Collected data:

____________________

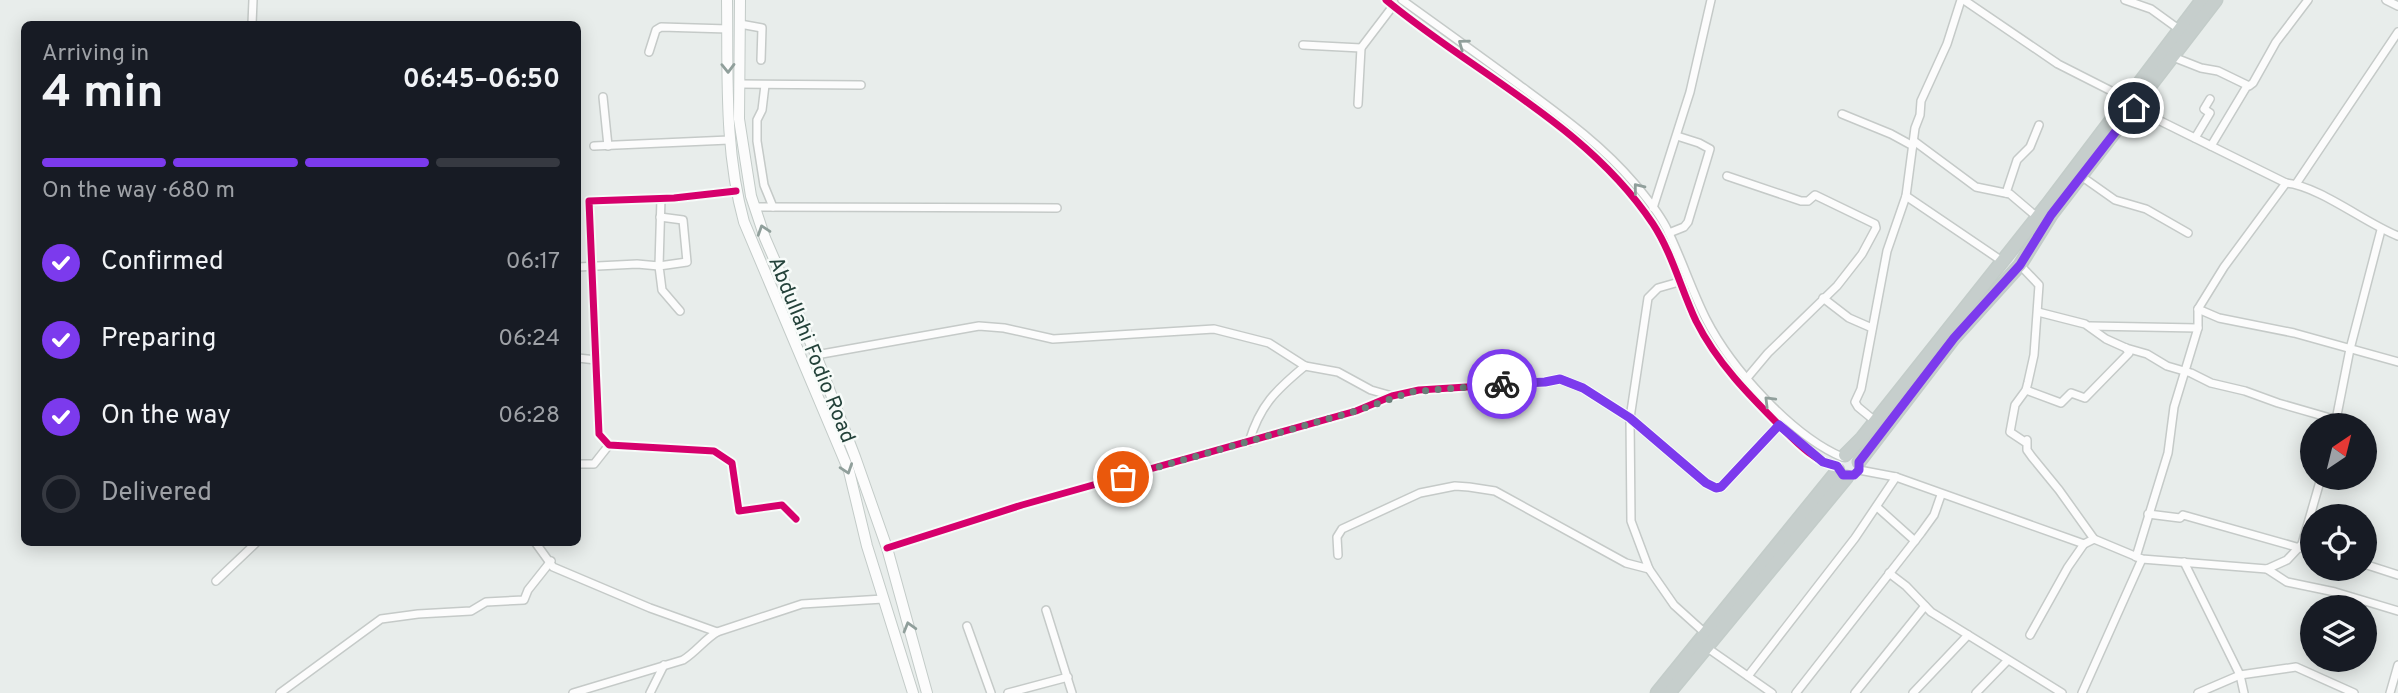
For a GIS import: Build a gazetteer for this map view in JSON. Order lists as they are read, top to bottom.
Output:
{
  "streets": {
    "main road": ["Abdullahi Fodio Road"]
  },
  "north": "top right",
  "page": {
    "heading": ["4 min", "Arriving in", "06:45–06:50"],
    "bar": "On the way · 680 m",
    "list": [
      ["Confirmed", "06:17"],
      ["Preparing", "06:24"],
      ["On the way", "06:28"],
      "Delivered"
    ]
  }
}
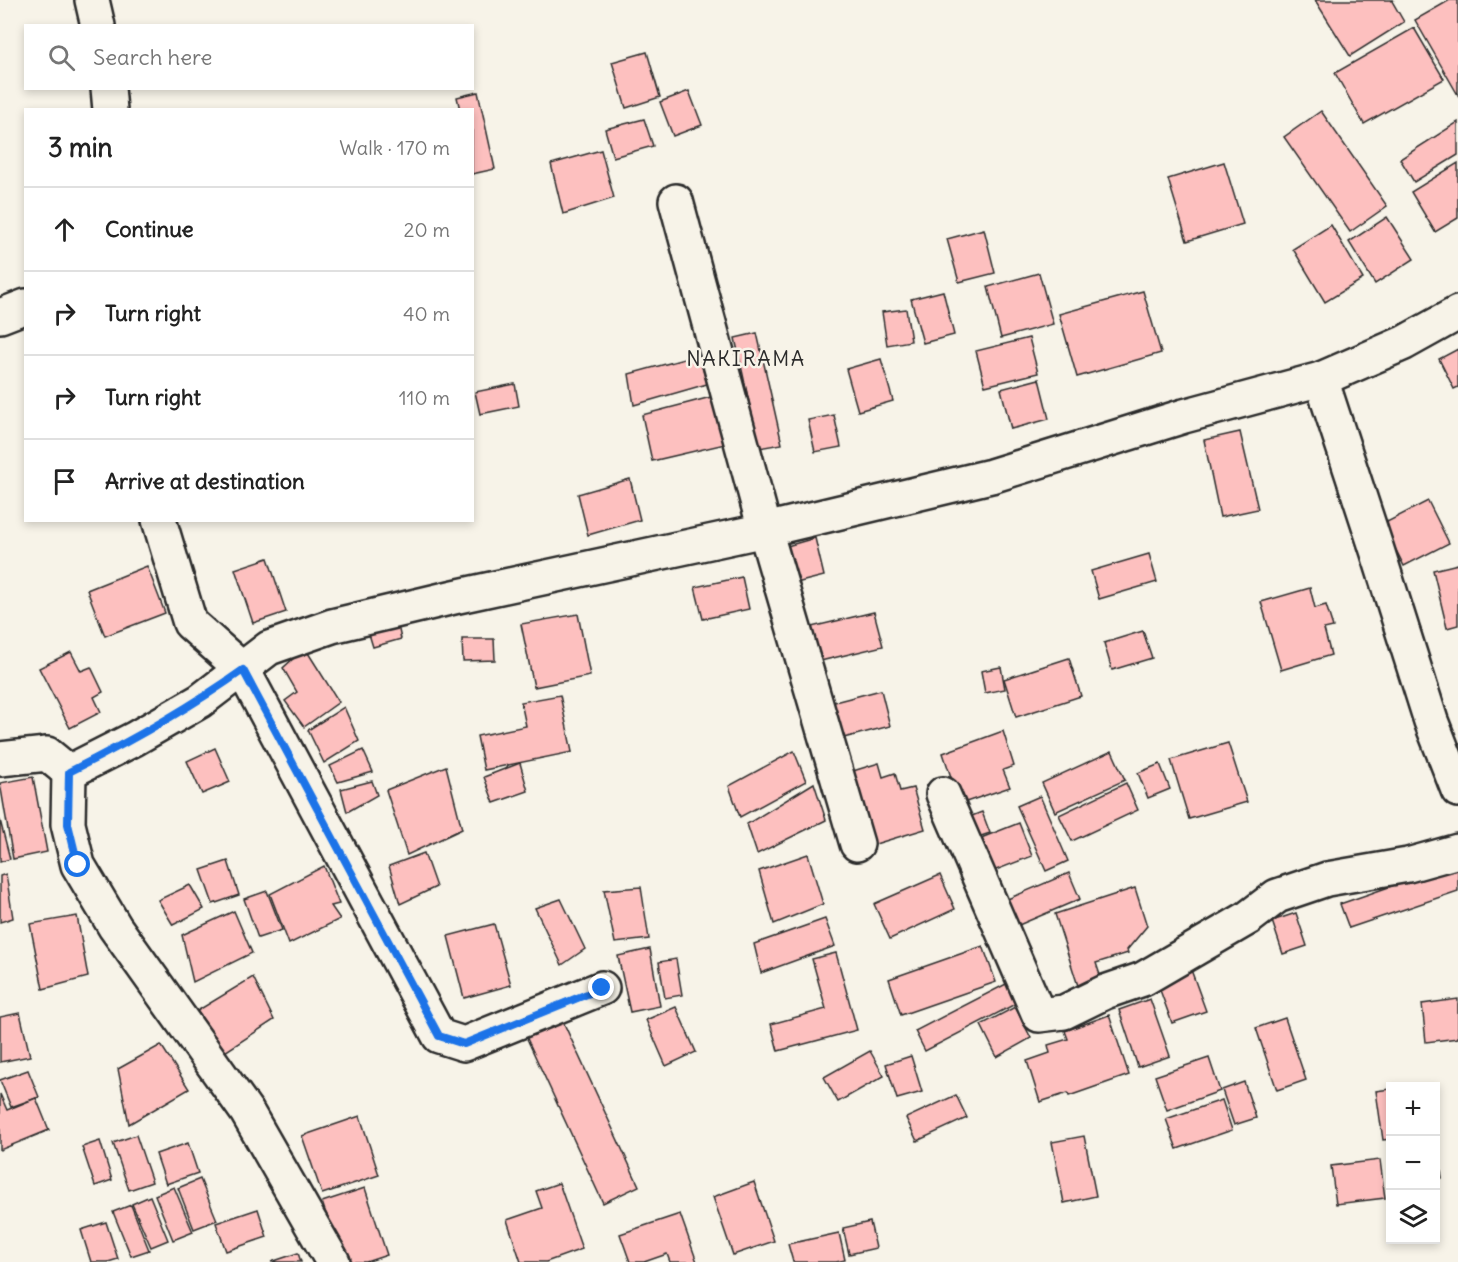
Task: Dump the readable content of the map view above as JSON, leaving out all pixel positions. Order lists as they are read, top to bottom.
{
  "districts": ["NAKIRAMA"],
  "page": {
    "search": "Search here",
    "heading": ["3 min", "Walk · 170 m"],
    "list": [
      ["Continue", "20 m"],
      ["Turn right", "40 m"],
      ["Turn right", "110 m"],
      "Arrive at destination"
    ],
    "map_buttons": ["+", "−"]
  }
}
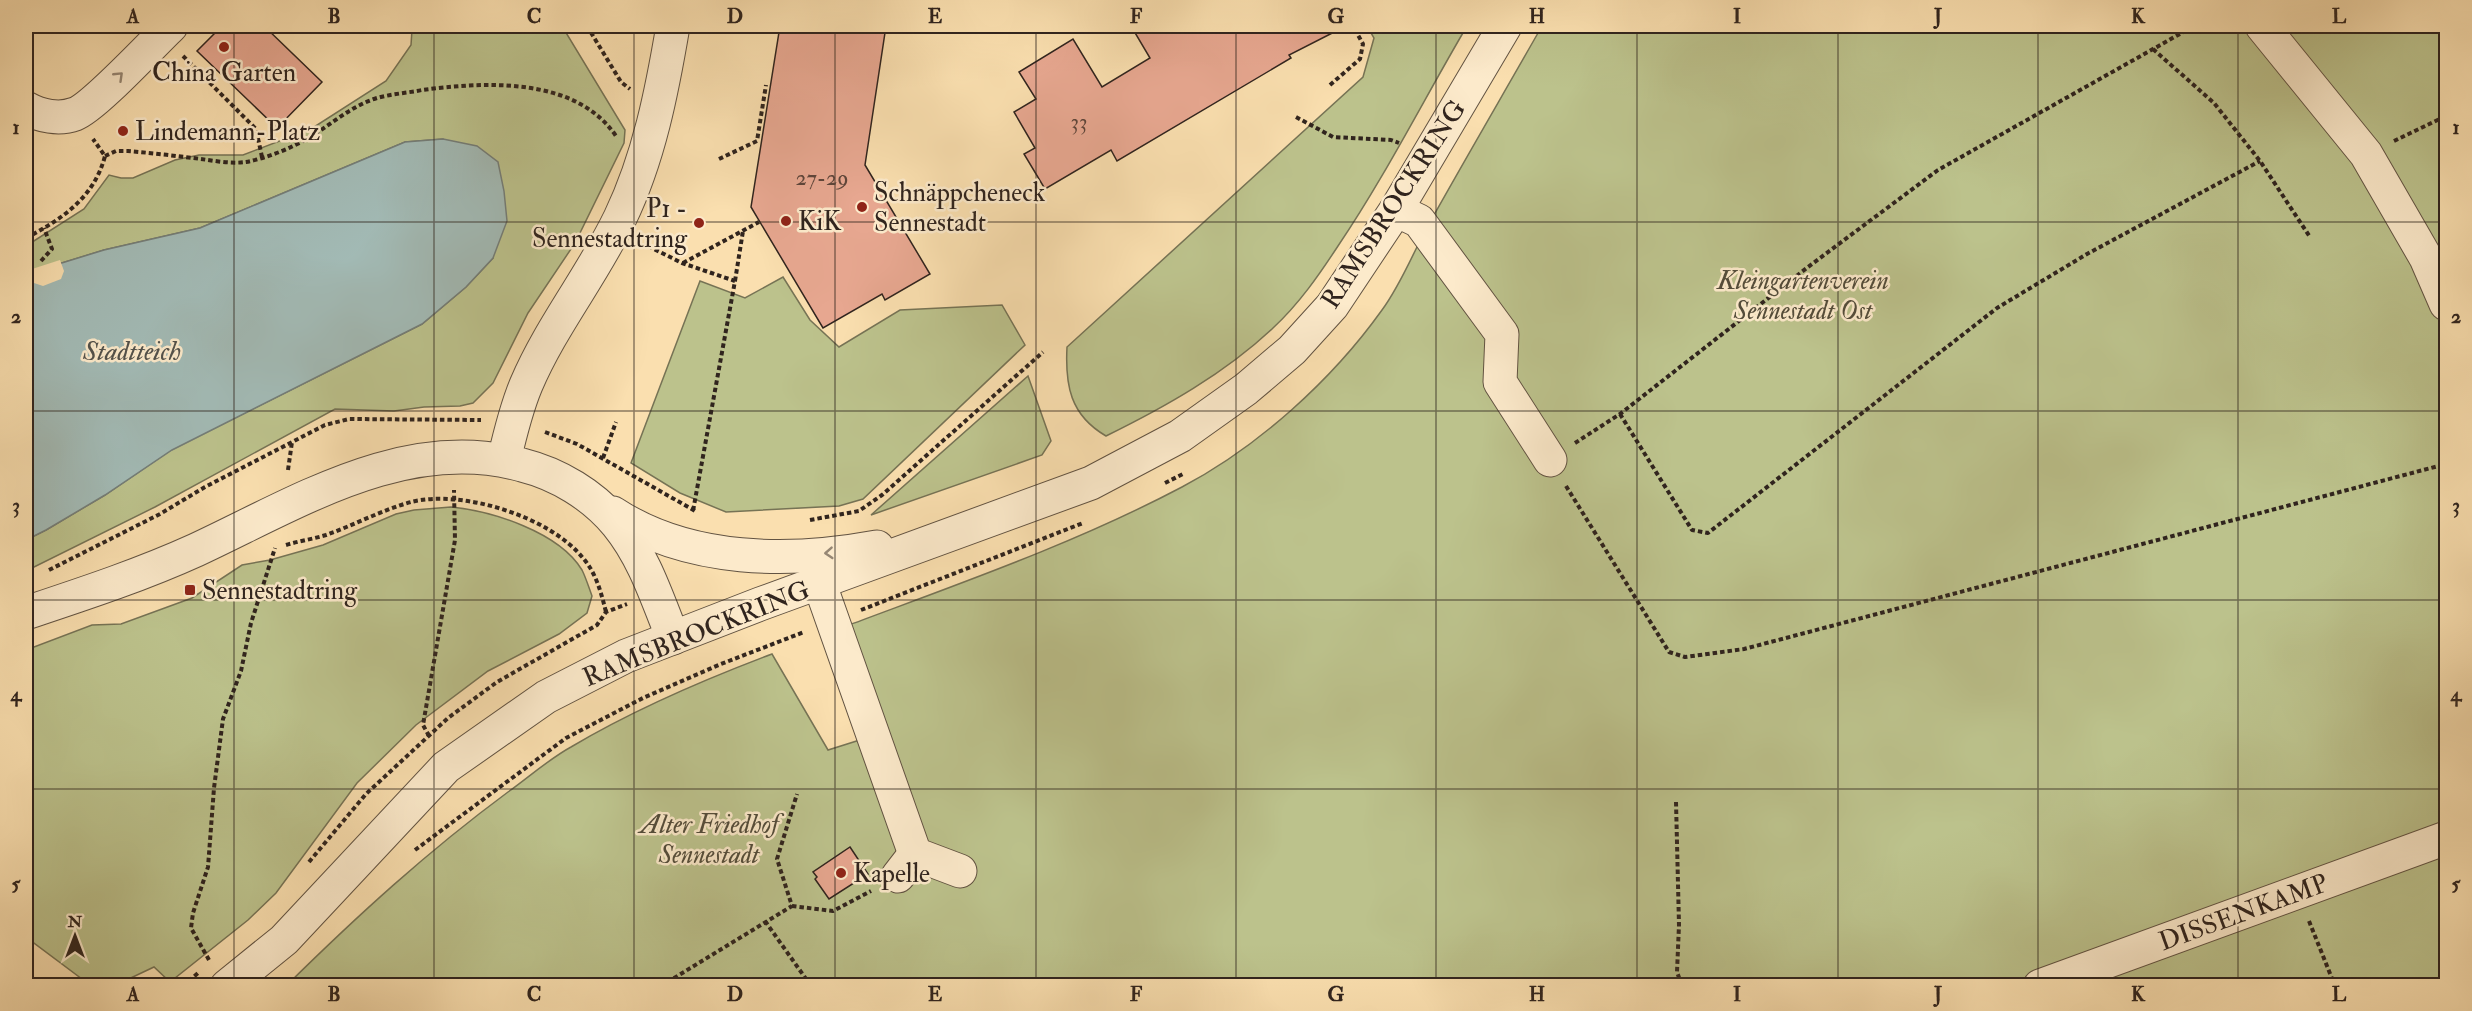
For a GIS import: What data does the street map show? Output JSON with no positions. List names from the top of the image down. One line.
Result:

____________________

**BRIEF**
Could you state how many lines in the entries contain the word "import"? Reply with nothing but the number.

**EXPECTED ANSWER**
2